The US Senate yesterday passed the Ocean Shipping Reform Act 22 (OSRA 22) and will now seek to agree a final version of the bill with the House of Representatives before President Biden signs the legislation into law.

Beneficial cargo owners and non-vessel operators at US terminals have vociferously raised issues that have hobbled supply chains, which the OSRA 22 seeks to address, but with contract negotiations between the unions and terminal operators due to start on 12 May, more disruption could be on the way.

However, International Longshore and Warehouse Union (ILWU) president Willie Adams remaioned upbeat.

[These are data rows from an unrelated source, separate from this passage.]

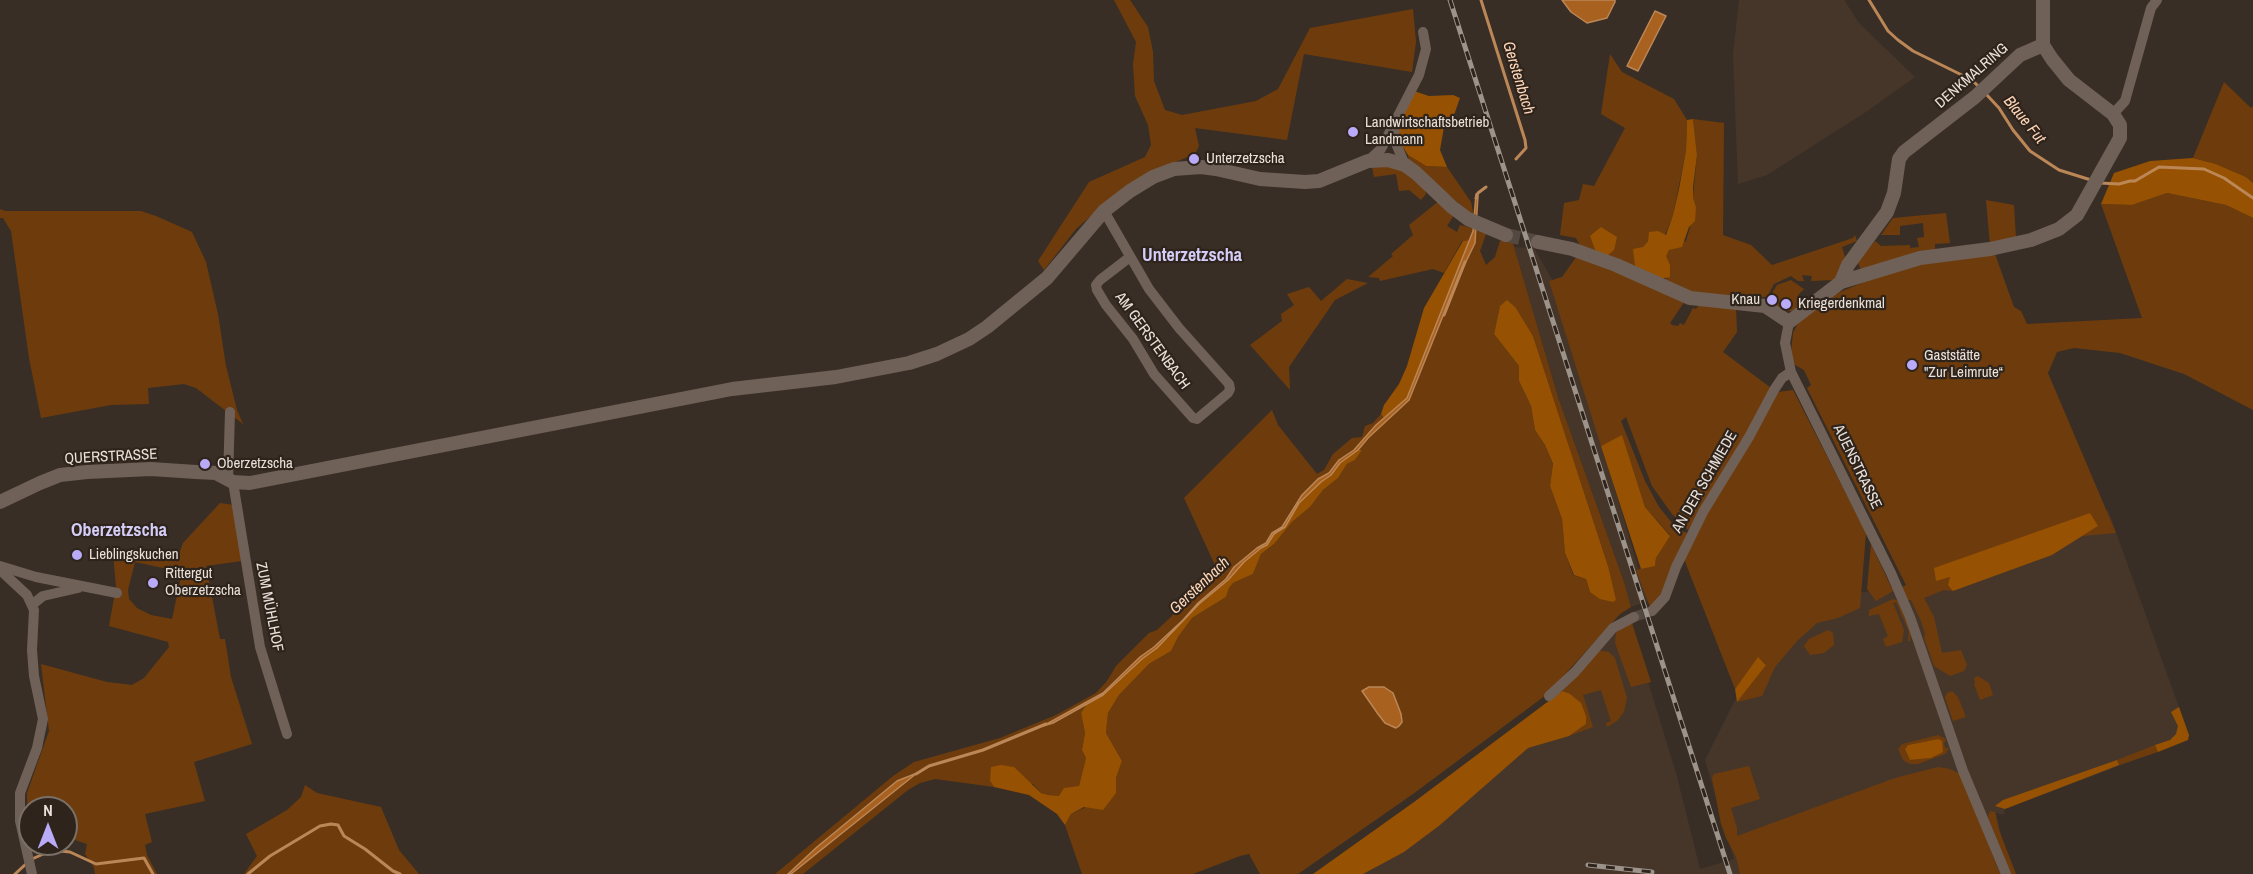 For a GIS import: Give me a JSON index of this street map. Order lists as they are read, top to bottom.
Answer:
{
  "streets": {
    "street": [
      "DENKMALRING",
      "AM GERSTENBACH",
      "QUERSTRASSE",
      "AUENSTRASSE",
      "AN DER SCHMIEDE",
      "ZUM MÜHLHOF"
    ]
  },
  "crossings": [
    ["DENKMALRING", "AUENSTRASSE"],
    ["AM GERSTENBACH", "QUERSTRASSE"],
    ["QUERSTRASSE", "ZUM MÜHLHOF"],
    ["AUENSTRASSE", "AN DER SCHMIEDE"]
  ],
  "districts": ["Unterzetzscha", "Oberzetzscha"],
  "water": ["Gerstenbach", "Blaue Fut"],
  "places": [
    "Landwirtschaftsbetrieb Landmann",
    "Unterzetzscha",
    "Knau",
    "Kriegerdenkmal",
    "Gaststätte \"Zur Leimrute“",
    "Oberzetzscha",
    "Lieblingskuchen",
    "Rittergut Oberzetzscha"
  ],
  "north": "top"
}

“We’re optimistic about negotiations and looking forward to sitting down with the employers. The union and the employers sat down early on in the pandemic and negotiated pandemic protocols that allowed the cargo to keep moving. We are proud of the ILWU’s record-breaking results in the most difficult of times, and we believe we will get a fair agreement that protects the safety and wellbeing of these incredible workers.”

The global pandemic has provided the backdrop to the increasing dysfunction of supply chains and for dockers in negotiating a new contract. But while union representatives are optimistic about contract negotiations the shipping lines views on the developing legislation has not matched that optimism, with the carriers believing they are being blamed for supply chain issues that are not of their making.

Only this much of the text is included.